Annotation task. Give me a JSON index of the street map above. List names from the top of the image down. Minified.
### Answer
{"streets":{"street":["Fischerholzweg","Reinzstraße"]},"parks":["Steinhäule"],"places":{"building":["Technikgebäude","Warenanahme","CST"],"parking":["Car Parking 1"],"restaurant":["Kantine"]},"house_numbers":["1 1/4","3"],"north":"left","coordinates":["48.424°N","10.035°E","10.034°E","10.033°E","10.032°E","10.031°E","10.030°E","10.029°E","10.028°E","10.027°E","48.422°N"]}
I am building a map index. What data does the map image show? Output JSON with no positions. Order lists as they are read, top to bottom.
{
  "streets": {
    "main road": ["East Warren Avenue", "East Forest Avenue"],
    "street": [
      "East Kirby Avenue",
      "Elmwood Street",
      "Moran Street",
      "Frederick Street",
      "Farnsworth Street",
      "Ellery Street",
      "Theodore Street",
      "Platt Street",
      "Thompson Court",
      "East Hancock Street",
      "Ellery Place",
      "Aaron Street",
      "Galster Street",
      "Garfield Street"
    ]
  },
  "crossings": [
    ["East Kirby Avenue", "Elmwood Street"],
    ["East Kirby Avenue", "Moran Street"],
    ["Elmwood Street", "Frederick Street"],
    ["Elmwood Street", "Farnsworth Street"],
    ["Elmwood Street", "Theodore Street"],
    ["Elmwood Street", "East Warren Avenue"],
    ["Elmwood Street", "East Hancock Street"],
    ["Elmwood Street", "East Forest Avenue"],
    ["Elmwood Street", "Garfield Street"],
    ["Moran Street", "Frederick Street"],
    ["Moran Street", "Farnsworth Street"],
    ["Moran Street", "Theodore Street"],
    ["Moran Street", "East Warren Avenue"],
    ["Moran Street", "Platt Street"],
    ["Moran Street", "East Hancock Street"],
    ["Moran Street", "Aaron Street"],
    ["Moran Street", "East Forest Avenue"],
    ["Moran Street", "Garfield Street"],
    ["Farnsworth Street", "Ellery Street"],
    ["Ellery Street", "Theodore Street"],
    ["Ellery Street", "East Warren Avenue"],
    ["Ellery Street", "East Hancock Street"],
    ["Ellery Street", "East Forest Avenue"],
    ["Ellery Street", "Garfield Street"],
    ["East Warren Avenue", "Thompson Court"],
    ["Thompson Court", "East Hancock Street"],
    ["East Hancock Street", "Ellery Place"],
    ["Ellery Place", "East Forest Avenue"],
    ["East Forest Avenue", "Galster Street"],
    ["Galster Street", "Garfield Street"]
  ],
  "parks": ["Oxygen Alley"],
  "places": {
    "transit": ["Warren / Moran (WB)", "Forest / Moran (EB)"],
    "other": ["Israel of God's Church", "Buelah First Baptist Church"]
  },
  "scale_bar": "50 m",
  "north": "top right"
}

※ ※ ※

_Work to be completed:_
Return every line from the entries above that contains the word "Theodore".

_Answer to this problem:_
      "Theodore Street",
    ["Elmwood Street", "Theodore Street"],
    ["Moran Street", "Theodore Street"],
    ["Ellery Street", "Theodore Street"],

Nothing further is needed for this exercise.